Chinese millionaires are closer to owning a piece of the Atlantic Yards project.

Immigrant investors now own a $24.7 million mortgage on the 1.24-acre site for B12, the first of seven development parcels promised as collateral for a low-interest loan to developer Forest City Ratner.

More such mortgages are coming, a state official says, indicating that proceeds from the $249 million low-interest loan garnered through the EB-5 visa program are being delivered.

Forest City Ratner is thus transferring portions of a longstanding high-interest loan to the cheaper capital raised via Brooklyn Arena Infrastructure and Transportation Improvement Fund, an affiliate of the New York City Regional Center (NYCRC), a private investment pool authorized to recruit immigrant investors.

It looks like the large majority of the cheaper capital will replace that existing loan rather than be used, as Forest City officials once said, to build a new railyard.

(Map from promotional material issued in China, which claimed the value of the collateral is $542.4 million. The sites are located on the arena block as well as the southeast block, 1129, which is designated for interim surface parking. Omitted are building sites that require an expensive deck over the railyard.)

How it works

Forest City gets a low-interest loan--likely 4-5%, as the city has advertised for similar endeavors. Of the the 498 immigrant investors, the majority, from China, get no interest. Instead they get green cards. The NYCRC keeps the spread.

The justification for this alchemy? The creation of jobs, but the federal agency in charge of EB-5, the United States Citizenship and Immigration Services, won't release the economist's report it relied on.

State officials acknowledge that no new jobs would be created than originally promised. And there's no evidence that the project wouldn't go forward without this new loan--after all, Forest City has to get the arena going by September 2012 to start earning money from naming rights revenues.

This week the New York Times highlighted another questionable aspect of this and other EB-5 projects promoted in New York: the gerrymandering of high-unemployment areas to ensure that investors allocate $500,000, rather than $1 million.

Repayment in seven years

The terms of the loan, to be allocated among multiple mortgages, give Forest City a significant amount of slack. While the maturity date is the fifth anniversary, the Brooklyn Arena Infrastructure and Transportation Improvement Fund agreed to a two-year forbearance period.

That's two years longer than many other EB-5 projects, which promise a return of investors' money in five years. Were investors told this? Were they told there was a plan to repay their money? I don't know.

And I do know that potential investors were told publicly their investment was secured by not by a revenue stream--as with some other EB-5 projects--but by future development rights.

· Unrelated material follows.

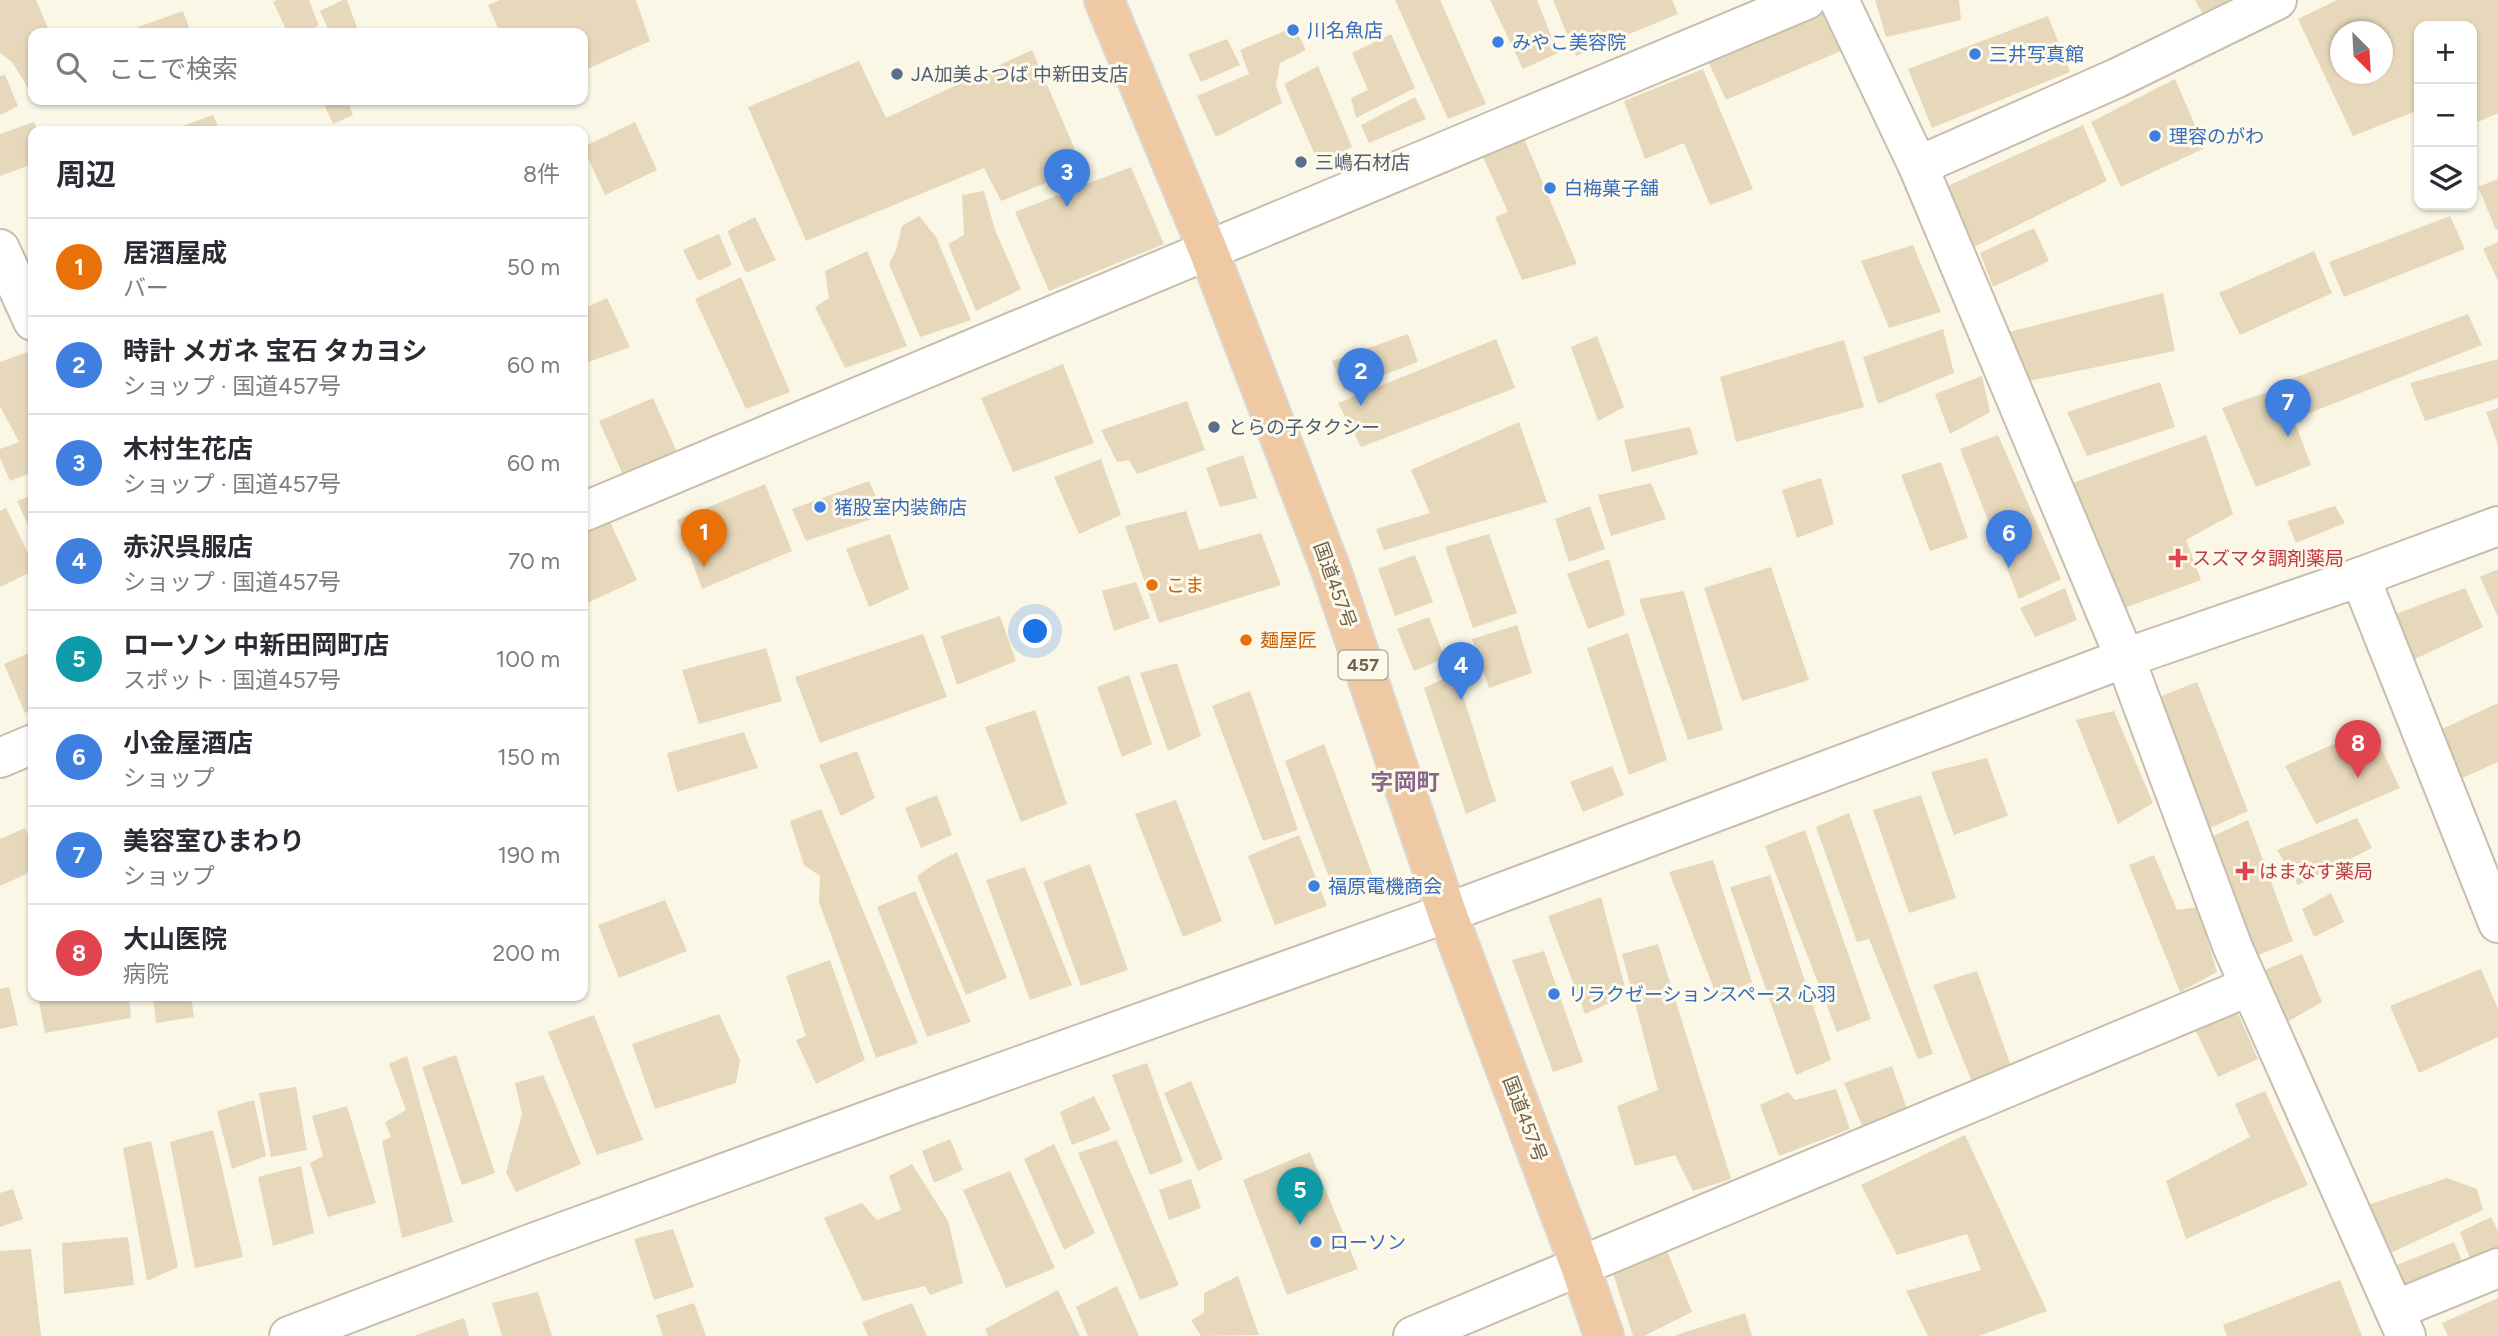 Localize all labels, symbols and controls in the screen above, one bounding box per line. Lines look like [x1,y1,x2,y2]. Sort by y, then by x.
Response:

Should Forest City not pay back the loan in seven years, those immigrant investors would have to recoup their investment by selling those development rights. That could involve an unwieldy process, bringing in a new developer or reverting the rights back to the ESDC (aka Empire State Development) or its designee.

Details: 8.5% rate if default

Given the extensive descriptions of how that loan could go into default, it's seems like it's been carefully contemplated.

According to a mortgage document (below) dated 7/26/11, the $24,736,928 mortgage on Development Parcel B-12 is based on a loan agreement dated 10/5/10 and amended 5/27/11. Should the loan default, any expenses or advances paid by the lender will be paid at 8.5% per year, in case of event of default.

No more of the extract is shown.